╭──

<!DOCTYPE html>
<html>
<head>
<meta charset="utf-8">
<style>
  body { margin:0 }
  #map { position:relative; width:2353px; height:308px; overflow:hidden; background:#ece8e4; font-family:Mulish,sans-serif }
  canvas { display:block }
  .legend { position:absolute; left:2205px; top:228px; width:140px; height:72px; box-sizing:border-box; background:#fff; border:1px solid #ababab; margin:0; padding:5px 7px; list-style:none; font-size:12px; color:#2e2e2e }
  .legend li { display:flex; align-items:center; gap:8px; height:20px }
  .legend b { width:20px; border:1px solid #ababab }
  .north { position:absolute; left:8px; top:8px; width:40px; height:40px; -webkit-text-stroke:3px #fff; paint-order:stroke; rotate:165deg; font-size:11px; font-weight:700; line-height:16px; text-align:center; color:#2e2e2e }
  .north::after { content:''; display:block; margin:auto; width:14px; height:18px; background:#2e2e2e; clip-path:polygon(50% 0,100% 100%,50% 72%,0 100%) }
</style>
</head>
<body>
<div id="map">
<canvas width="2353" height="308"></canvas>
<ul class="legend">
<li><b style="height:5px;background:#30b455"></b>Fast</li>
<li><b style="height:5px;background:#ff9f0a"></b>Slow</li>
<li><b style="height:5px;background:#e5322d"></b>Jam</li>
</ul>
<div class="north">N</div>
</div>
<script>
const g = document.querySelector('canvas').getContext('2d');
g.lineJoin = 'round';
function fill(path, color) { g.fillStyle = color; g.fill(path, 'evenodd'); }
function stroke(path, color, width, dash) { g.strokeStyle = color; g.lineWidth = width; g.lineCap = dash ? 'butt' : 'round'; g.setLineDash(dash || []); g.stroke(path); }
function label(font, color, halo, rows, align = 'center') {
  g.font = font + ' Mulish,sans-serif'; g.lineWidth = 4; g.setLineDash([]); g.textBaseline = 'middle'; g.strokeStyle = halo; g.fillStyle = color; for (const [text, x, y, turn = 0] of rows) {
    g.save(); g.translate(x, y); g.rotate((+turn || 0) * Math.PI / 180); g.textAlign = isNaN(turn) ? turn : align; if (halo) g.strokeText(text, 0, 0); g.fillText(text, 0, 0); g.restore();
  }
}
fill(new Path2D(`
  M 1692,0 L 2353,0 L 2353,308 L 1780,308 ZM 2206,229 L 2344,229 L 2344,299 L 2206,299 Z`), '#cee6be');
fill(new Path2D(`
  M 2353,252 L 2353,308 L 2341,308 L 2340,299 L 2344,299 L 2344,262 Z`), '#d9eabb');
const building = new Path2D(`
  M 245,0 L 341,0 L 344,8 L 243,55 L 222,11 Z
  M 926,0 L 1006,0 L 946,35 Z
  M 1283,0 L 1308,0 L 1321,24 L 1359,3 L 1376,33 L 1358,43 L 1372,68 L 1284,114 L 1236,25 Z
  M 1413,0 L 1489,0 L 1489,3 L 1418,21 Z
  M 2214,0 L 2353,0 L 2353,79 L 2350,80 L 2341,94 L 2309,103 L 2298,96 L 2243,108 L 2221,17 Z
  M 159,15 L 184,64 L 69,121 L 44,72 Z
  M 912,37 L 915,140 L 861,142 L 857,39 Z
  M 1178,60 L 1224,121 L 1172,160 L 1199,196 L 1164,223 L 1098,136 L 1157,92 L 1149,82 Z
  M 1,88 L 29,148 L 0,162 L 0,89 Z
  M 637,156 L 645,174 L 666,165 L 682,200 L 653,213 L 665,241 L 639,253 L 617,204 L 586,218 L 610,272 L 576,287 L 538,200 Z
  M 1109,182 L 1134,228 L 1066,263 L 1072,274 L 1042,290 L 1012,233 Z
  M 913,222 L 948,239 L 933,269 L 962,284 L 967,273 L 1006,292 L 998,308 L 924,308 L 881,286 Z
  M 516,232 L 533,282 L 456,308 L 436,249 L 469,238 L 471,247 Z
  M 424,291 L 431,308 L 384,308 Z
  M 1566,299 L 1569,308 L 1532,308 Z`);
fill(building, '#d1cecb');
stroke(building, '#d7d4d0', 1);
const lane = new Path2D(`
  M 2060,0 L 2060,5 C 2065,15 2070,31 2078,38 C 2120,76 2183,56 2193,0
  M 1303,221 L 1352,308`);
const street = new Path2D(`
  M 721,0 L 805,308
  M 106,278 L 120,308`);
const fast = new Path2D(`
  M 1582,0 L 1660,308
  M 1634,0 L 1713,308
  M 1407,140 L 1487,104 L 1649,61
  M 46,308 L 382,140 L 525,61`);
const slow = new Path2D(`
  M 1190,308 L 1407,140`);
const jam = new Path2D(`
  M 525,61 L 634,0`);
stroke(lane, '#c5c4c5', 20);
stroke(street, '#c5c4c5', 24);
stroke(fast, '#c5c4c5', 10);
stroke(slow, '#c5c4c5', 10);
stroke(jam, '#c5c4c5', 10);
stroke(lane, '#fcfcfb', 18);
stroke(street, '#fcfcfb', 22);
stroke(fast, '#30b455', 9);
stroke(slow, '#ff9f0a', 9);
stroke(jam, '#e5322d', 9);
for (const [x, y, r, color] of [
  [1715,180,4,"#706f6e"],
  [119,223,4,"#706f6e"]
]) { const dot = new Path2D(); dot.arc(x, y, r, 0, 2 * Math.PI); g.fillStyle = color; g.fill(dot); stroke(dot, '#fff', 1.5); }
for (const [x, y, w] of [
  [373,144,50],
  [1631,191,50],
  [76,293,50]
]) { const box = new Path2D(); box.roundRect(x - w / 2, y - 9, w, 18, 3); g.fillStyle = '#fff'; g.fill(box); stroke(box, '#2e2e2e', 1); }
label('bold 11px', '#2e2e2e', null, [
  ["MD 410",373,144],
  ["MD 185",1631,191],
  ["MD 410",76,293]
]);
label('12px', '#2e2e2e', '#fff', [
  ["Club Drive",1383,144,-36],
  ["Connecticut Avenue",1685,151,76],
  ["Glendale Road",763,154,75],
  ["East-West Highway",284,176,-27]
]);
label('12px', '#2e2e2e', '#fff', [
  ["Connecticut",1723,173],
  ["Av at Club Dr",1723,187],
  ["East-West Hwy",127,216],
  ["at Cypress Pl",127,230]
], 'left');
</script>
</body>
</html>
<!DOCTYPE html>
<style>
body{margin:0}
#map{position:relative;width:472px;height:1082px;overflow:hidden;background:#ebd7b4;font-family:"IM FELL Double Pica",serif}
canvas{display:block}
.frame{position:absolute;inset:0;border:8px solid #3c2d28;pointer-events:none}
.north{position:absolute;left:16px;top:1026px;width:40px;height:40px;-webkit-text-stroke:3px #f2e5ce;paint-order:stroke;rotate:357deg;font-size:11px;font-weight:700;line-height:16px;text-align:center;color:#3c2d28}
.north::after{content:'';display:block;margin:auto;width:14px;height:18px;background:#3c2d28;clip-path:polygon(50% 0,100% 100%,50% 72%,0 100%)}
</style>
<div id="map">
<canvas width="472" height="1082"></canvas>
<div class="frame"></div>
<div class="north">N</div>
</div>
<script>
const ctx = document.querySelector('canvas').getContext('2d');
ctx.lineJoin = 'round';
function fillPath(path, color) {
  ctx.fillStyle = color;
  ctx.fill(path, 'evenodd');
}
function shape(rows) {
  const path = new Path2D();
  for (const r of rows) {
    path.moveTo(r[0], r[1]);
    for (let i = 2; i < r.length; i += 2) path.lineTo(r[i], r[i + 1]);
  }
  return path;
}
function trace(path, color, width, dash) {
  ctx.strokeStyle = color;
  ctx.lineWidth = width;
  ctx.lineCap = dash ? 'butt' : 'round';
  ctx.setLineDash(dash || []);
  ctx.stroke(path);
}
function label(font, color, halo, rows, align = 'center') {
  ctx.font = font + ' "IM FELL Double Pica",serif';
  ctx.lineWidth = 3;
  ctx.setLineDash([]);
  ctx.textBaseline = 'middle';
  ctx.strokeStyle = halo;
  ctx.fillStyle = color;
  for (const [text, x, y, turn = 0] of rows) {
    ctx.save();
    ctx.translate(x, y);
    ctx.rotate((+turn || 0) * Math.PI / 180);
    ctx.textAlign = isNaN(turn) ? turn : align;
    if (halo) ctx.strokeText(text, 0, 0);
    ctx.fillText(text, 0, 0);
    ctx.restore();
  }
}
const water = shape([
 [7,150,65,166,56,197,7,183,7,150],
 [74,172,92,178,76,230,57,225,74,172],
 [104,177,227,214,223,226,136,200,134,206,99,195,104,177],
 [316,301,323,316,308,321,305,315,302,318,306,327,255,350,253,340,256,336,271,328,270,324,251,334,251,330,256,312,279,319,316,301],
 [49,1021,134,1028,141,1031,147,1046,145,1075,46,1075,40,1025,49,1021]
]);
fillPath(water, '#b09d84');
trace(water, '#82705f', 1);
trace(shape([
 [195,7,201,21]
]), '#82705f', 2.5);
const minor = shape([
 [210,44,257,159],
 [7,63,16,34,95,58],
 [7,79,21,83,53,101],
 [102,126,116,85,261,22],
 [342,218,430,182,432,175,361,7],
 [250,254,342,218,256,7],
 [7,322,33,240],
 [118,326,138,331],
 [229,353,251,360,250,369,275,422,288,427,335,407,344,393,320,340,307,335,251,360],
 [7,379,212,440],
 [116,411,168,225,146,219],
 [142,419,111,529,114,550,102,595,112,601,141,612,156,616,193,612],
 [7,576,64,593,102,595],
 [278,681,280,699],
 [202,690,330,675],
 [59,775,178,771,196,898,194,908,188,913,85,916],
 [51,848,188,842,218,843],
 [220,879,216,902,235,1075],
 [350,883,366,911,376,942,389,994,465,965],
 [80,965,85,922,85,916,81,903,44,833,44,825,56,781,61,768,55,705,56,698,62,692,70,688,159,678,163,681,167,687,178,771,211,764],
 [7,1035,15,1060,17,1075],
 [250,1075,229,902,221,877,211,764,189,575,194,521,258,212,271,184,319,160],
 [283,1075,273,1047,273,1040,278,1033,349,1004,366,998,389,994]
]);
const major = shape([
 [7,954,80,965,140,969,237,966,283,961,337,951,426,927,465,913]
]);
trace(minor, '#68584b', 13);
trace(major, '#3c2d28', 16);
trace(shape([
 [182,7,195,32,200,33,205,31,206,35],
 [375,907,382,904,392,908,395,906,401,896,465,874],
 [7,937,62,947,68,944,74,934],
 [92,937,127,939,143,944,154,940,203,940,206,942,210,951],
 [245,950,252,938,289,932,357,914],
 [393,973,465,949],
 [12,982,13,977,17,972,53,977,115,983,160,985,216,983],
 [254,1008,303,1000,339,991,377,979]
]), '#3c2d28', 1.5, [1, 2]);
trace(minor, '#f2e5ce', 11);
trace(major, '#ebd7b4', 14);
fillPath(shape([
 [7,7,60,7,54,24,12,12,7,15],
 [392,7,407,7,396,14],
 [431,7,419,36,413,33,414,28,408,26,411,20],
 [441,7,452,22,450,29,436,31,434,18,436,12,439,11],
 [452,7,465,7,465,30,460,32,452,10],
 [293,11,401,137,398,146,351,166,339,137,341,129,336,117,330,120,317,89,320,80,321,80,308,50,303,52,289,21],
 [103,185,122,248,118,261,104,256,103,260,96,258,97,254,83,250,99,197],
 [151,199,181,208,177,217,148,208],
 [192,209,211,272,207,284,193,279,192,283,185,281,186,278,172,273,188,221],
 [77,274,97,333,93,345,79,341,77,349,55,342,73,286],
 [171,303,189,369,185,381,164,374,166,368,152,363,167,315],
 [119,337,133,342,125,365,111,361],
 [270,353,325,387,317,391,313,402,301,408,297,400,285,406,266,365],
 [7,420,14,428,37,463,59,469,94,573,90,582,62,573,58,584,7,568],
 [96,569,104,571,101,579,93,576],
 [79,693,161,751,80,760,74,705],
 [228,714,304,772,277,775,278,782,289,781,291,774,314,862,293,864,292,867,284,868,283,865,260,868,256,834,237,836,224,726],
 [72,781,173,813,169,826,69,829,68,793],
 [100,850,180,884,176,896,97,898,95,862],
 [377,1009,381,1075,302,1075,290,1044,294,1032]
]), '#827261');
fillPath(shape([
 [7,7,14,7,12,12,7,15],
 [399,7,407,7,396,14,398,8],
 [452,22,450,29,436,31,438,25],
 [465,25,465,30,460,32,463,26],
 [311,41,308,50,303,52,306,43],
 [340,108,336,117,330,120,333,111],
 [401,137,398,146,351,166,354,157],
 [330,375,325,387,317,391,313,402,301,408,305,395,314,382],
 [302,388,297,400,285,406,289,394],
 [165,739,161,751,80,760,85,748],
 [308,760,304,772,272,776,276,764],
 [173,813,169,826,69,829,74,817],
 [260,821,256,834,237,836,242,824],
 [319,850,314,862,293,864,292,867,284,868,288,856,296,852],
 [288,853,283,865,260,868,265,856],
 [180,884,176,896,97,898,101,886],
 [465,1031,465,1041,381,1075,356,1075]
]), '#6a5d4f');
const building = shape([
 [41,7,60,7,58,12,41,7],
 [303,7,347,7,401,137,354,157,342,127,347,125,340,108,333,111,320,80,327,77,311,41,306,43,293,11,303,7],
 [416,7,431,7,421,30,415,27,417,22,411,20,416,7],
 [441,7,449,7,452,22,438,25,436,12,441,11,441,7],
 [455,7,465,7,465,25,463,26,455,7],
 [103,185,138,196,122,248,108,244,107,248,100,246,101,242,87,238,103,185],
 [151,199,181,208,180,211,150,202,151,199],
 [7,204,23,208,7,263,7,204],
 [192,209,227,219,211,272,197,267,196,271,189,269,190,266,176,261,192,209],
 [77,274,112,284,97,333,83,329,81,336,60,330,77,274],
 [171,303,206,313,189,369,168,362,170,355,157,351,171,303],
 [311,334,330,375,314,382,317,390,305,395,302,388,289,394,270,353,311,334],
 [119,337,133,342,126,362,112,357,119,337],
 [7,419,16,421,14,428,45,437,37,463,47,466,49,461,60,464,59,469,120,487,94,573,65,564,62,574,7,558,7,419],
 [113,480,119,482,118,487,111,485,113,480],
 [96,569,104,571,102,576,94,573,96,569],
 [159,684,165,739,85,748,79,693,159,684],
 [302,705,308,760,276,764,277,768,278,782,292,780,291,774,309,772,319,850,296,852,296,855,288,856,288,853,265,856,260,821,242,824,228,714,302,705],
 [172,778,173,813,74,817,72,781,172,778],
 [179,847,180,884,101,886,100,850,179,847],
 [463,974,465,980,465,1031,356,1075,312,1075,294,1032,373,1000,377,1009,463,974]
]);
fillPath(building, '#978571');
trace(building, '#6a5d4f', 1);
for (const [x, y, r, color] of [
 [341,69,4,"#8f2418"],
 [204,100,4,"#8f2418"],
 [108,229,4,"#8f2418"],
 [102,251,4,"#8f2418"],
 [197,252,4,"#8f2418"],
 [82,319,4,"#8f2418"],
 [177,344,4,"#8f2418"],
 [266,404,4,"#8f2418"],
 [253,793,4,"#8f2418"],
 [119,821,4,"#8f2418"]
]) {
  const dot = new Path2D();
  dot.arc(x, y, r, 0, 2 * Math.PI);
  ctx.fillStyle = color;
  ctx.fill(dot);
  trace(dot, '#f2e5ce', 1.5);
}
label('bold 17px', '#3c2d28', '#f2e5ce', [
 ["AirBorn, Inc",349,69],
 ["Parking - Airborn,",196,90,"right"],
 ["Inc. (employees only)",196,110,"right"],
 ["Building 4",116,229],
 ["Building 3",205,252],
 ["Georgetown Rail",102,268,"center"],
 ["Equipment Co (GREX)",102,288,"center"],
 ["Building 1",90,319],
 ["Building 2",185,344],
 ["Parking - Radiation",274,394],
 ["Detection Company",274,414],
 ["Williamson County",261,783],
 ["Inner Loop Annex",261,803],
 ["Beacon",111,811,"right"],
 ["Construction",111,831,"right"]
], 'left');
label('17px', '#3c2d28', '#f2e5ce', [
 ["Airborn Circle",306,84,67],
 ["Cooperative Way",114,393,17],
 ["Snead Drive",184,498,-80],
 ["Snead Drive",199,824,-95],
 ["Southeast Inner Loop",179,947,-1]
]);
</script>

╰──

_Required work_
Please go through the listing and return each line that has "lineCap" in it.

_Result_
function stroke(path, color, width, dash) { g.strokeStyle = color; g.lineWidth = width; g.lineCap = dash ? 'butt' : 'round'; g.setLineDash(dash || []); g.stroke(path); }
  ctx.lineCap = dash ? 'butt' : 'round';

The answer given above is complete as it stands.